■ GIVEN RECORDS
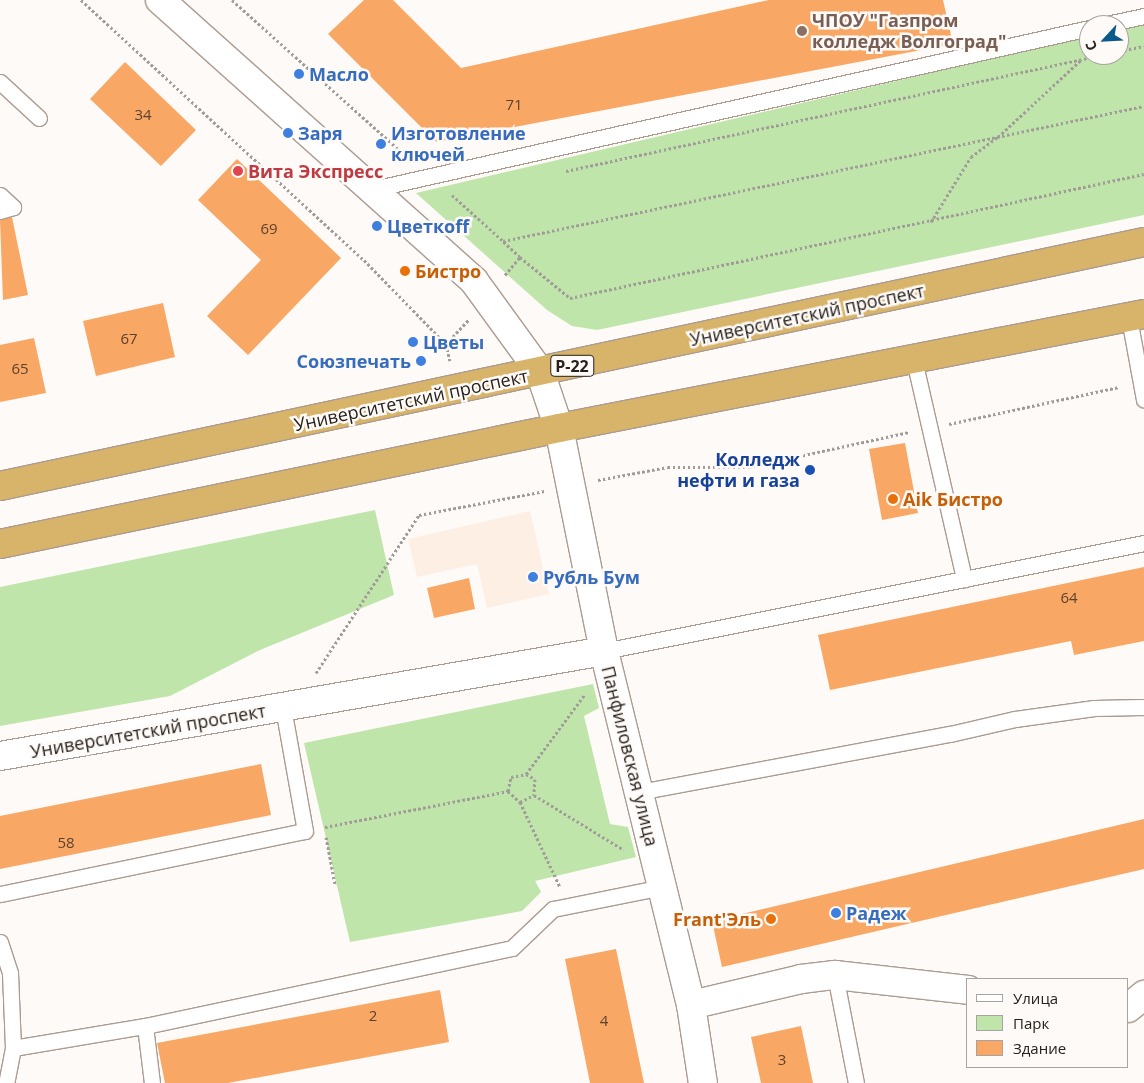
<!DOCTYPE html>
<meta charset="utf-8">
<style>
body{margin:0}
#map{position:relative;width:1144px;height:1083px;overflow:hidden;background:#fefaf8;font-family:"Open Sans",sans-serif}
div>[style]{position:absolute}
.built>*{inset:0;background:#feefe5}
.green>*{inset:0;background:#bfe5ab}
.building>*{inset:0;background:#f9a764}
.path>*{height:3px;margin-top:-1.5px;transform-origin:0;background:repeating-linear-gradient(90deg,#a19c98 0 2.5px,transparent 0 5px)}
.roads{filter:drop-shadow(1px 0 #ab9b90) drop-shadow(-1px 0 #ab9b90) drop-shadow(0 1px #ab9b90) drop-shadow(0 -1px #ab9b90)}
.service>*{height:15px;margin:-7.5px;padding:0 7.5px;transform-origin:7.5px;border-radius:7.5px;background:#fff}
.minor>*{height:28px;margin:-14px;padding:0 14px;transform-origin:14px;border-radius:14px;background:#fff}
.tertiary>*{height:28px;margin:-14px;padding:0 14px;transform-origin:14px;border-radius:14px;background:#fff}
.trunk>*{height:28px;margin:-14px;padding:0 14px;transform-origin:14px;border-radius:14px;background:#d8b46a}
.dots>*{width:14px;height:14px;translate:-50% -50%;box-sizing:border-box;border:2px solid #fefaf8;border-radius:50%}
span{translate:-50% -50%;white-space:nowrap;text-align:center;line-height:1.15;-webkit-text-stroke:5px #fefaf8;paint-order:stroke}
.number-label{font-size:15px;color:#5c422e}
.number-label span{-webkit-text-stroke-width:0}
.shield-label span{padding:1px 4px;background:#fefaf8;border:1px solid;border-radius:4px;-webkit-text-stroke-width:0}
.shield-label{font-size:16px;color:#27211c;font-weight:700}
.education-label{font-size:18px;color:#785e54;font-weight:700}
.left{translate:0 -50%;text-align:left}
.shop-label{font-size:18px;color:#366cbe;font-weight:700}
.right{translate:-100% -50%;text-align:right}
.health-label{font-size:18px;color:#be3a42;font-weight:700}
.food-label{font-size:18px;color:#c56008;font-weight:700}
.street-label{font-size:18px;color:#27211c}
.transit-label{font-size:18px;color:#164399;font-weight:700}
.legend{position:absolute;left:966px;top:978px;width:162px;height:90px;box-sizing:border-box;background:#fefaf8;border:1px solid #a8a3a0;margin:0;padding:6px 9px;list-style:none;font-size:15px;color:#27211c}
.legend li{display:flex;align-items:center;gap:10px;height:25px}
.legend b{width:25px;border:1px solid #a8a3a0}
.north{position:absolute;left:1079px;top:15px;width:50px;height:50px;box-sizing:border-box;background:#fefaf8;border:1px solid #a8a3a0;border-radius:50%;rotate:245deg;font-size:14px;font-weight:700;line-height:20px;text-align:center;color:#27211c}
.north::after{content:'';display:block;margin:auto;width:18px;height:22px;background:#0b5a8d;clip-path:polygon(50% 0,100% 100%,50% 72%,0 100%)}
</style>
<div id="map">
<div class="built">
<i style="clip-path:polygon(530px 511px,549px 594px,487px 608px,477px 564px,417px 577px,408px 539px)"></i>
</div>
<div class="green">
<i style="clip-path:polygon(1144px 24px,1144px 215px,597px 330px,572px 326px,547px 310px,416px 193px,1089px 36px,1089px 55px,1119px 55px,1119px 29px)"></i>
<i style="clip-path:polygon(375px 510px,394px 595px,260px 650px,170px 696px,0 726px,0 587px)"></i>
<i style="clip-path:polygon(593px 684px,599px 708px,584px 716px,610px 824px,628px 827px,636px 857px,535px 881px,541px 892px,522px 911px,350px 942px,304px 743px)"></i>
</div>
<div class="building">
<i style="clip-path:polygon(364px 0,393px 0,461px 68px,769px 0,943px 0,953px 44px,436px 142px,328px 34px)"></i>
<i style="clip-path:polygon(125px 62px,196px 130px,161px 166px,90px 99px)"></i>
<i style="clip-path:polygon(237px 159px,341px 258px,248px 355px,207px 316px,261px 260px,198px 200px)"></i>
<i style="clip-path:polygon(12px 217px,28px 295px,3px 300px,0 220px)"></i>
<i style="clip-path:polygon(163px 303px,175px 357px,96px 376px,83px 321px)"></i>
<i style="clip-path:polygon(34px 338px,46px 393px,0 402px,0 345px)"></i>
<i style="clip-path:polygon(905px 443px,918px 513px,882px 520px,869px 449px)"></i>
<i style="clip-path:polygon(1144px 567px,1144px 641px,1074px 655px,1071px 641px,830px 690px,818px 635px)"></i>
<i style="clip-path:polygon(469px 578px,475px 609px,434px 618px,427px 588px)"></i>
<i style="clip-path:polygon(261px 764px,271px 815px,0 869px,0 816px)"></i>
<i style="clip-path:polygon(1144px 819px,1144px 869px,722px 967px,712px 921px)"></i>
<i style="clip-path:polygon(616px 949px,644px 1083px,590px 1083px,565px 959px)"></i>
<i style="clip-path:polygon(440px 990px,449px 1042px,228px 1083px,165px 1083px,157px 1043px)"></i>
<i style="clip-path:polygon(801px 1026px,813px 1083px,761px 1083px,751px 1037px)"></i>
</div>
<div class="path">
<i style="left:81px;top:0;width:384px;rotate:42.6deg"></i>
<i style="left:364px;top:260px;width:117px;rotate:45.7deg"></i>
<i style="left:446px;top:344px;width:17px;rotate:77deg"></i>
<i style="left:232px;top:0;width:238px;rotate:41.9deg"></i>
<i style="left:1119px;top:51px;width:25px;rotate:-11deg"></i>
<i style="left:566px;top:171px;width:547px;rotate:-12.23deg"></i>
<i style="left:452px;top:195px;width:69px;rotate:42deg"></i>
<i style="left:931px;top:222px;width:76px;rotate:-58.4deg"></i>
<i style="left:971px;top:157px;width:34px;rotate:-37deg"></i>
<i style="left:998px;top:137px;width:113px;rotate:-42.9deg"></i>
<i style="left:520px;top:257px;width:65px;rotate:39.4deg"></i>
<i style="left:570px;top:298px;width:587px;rotate:-12.19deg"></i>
<i style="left:505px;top:275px;width:23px;rotate:-50deg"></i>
<i style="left:520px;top:257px;width:23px;rotate:-137deg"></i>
<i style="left:503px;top:241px;width:655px;rotate:-11.89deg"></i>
<i style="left:446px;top:344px;width:33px;rotate:-47deg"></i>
<i style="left:949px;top:424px;width:174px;rotate:-12.3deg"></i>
<i style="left:598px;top:480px;width:71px;rotate:-10.5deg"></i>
<i style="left:668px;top:467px;width:81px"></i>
<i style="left:749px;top:467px;width:164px;rotate:-12.3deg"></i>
<i style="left:316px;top:673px;width:189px;rotate:-56.9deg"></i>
<i style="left:419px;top:515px;width:128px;rotate:-10.8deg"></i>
<i style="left:526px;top:774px;width:99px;rotate:-53.6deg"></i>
<i style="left:508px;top:791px;width:14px;rotate:-78deg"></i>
<i style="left:511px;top:777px;width:15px;rotate:-11deg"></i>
<i style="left:526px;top:774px;width:10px;rotate:29deg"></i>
<i style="left:535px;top:779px;width:16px;rotate:94deg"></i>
<i style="left:520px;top:802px;width:94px;rotate:64.8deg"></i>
<i style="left:325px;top:827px;width:187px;rotate:-11.1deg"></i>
<i style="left:508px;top:791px;width:16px;rotate:43deg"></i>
<i style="left:520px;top:802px;width:16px;rotate:-27deg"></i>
<i style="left:534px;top:795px;width:105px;rotate:31.4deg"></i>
<i style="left:326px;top:837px;width:48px;rotate:79.2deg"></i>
</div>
<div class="roads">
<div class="service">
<i style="left:1102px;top:25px;width:43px;rotate:-12.1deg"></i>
<i style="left:0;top:82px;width:53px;rotate:42.7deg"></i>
<i style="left:373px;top:189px;width:734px;rotate:-12.67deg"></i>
<i style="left:0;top:195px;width:18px;rotate:43deg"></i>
<i style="left:13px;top:207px;width:14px;rotate:163deg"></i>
<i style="left:1129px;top:318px;width:83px;rotate:79.6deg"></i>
<i style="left:914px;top:360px;width:225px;rotate:77.1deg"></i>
<i style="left:604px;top:651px;width:551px;rotate:-11.31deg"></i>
<i style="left:639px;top:792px;width:316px;rotate:-10.6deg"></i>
<i style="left:950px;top:734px;width:67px;rotate:-13deg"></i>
<i style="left:1015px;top:719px;width:80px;rotate:-7.9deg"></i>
<i style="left:1094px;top:708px;width:50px;rotate:-1.1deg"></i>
<i style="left:0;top:894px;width:311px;rotate:-11.7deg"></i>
<i style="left:305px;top:831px;width:126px;rotate:-100.1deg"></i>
<i style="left:0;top:942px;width:33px;rotate:72deg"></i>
<i style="left:10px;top:973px;width:75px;rotate:87.7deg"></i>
<i style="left:13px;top:1048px;width:36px;rotate:101deg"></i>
<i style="left:835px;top:975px;width:110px;rotate:79deg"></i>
<i style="left:13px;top:1048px;width:134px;rotate:-9.5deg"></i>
<i style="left:152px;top:1083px;width:57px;rotate:-97deg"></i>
<i style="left:145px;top:1026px;width:375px;rotate:-12deg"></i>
<i style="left:512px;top:948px;width:57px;rotate:-43.6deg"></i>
<i style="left:553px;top:909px;width:111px;rotate:-11.4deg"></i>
</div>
<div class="minor">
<i style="left:559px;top:428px;width:227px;rotate:78.6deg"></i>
<i style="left:604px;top:651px;width:365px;rotate:76.2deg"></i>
<i style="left:691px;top:1005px;width:79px;rotate:81.3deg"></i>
<i style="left:0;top:756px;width:613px;rotate:-9.86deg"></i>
<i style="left:691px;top:1005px;width:113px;rotate:-13.3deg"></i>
<i style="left:801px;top:979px;width:34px;rotate:-7deg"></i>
<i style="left:835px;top:975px;width:134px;rotate:6.4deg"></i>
<i style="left:1128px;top:1008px;width:21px;rotate:-39deg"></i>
</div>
<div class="tertiary">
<i style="left:160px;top:0;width:421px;rotate:41.8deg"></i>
<i style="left:474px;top:281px;width:112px;rotate:54deg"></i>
<i style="left:540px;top:372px;width:59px;rotate:71.3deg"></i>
</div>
<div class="trunk">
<i style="left:0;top:486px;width:1170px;rotate:-12.04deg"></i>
<i style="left:0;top:544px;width:571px;rotate:-11.72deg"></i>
<i style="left:559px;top:428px;width:596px;rotate:-11.03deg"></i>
</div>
</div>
<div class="dots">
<i style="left:802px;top:31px;background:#8d6e63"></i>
<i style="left:299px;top:74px;background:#3f7fe0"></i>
<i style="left:288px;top:133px;background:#3f7fe0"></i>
<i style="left:381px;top:144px;background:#3f7fe0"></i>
<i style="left:238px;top:171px;background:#e0444e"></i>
<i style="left:377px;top:226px;background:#3f7fe0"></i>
<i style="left:405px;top:271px;background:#e8710a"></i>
<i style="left:413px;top:342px;background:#3f7fe0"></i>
<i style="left:421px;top:361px;background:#3f7fe0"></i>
<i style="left:810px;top:470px;background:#1a4fb4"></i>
<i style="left:893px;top:499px;background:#e8710a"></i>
<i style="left:533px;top:577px;background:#3f7fe0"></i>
<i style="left:836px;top:913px;background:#3f7fe0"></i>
<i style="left:771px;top:919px;background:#e8710a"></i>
</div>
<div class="number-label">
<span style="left:514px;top:105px">71</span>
<span style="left:143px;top:115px">34</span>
<span style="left:269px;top:229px">69</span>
<span style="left:129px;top:339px">67</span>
<span style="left:20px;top:369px">65</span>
<span style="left:1069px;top:598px">64</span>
<span style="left:66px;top:843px">58</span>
<span style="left:373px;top:1016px">2</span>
<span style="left:604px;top:1021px">4</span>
<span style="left:782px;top:1060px">3</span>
</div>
<div class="shield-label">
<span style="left:572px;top:366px">Р-22</span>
</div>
<div class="education-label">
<span class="left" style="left:812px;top:31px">ЧПОУ "Газпром<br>колледж Волгоград"</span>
</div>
<div class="shop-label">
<span class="left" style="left:309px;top:74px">Масло</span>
<span class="left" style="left:298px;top:133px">Заря</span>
<span class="left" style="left:391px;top:144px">Изготовление<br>ключей</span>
<span class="left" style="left:387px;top:226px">Цветкоff</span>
<span class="left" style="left:423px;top:342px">Цветы</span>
<span class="right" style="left:411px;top:361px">Союзпечать</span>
<span class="left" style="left:543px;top:577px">Рубль Бум</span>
<span class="left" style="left:846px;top:913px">Радеж</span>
</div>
<div class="health-label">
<span class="left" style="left:248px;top:171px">Вита Экспресс</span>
</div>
<div class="food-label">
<span class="left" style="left:415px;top:271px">Бистро</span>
<span class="left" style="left:903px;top:499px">Aik Бистро</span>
<span class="right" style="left:761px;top:919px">Frant'Эль</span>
</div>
<div class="street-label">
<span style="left:807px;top:315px;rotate:-12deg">Университетский проспект</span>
<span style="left:411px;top:400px;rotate:-12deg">Университетский проспект</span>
<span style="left:148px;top:731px;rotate:-10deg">Университетский проспект</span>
<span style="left:630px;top:756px;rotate:76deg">Панфиловская улица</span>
</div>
<div class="transit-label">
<span class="right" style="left:800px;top:470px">Колледж<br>нефти и газа</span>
</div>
<ul class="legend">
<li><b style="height:6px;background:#fff"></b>Улица</li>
<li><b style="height:14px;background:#bfe5ab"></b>Парк</li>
<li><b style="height:14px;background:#f9a764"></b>Здание</li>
</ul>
<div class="north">С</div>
</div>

■ HOW TO COMPLETE THIS TASK
Your output is the lines from the top of the entries through the line containing "0 #ab9b90) drop-shadow(-1px", exactly as they stand. No pictures belong in it.

■ SOLUTION TO THE PROBLEM
<!DOCTYPE html>
<meta charset="utf-8">
<style>
body{margin:0}
#map{position:relative;width:1144px;height:1083px;overflow:hidden;background:#fefaf8;font-family:"Open Sans",sans-serif}
div>[style]{position:absolute}
.built>*{inset:0;background:#feefe5}
.green>*{inset:0;background:#bfe5ab}
.building>*{inset:0;background:#f9a764}
.path>*{height:3px;margin-top:-1.5px;transform-origin:0;background:repeating-linear-gradient(90deg,#a19c98 0 2.5px,transparent 0 5px)}
.roads{filter:drop-shadow(1px 0 #ab9b90) drop-shadow(-1px 0 #ab9b90) drop-shadow(0 1px #ab9b90) drop-shadow(0 -1px #ab9b90)}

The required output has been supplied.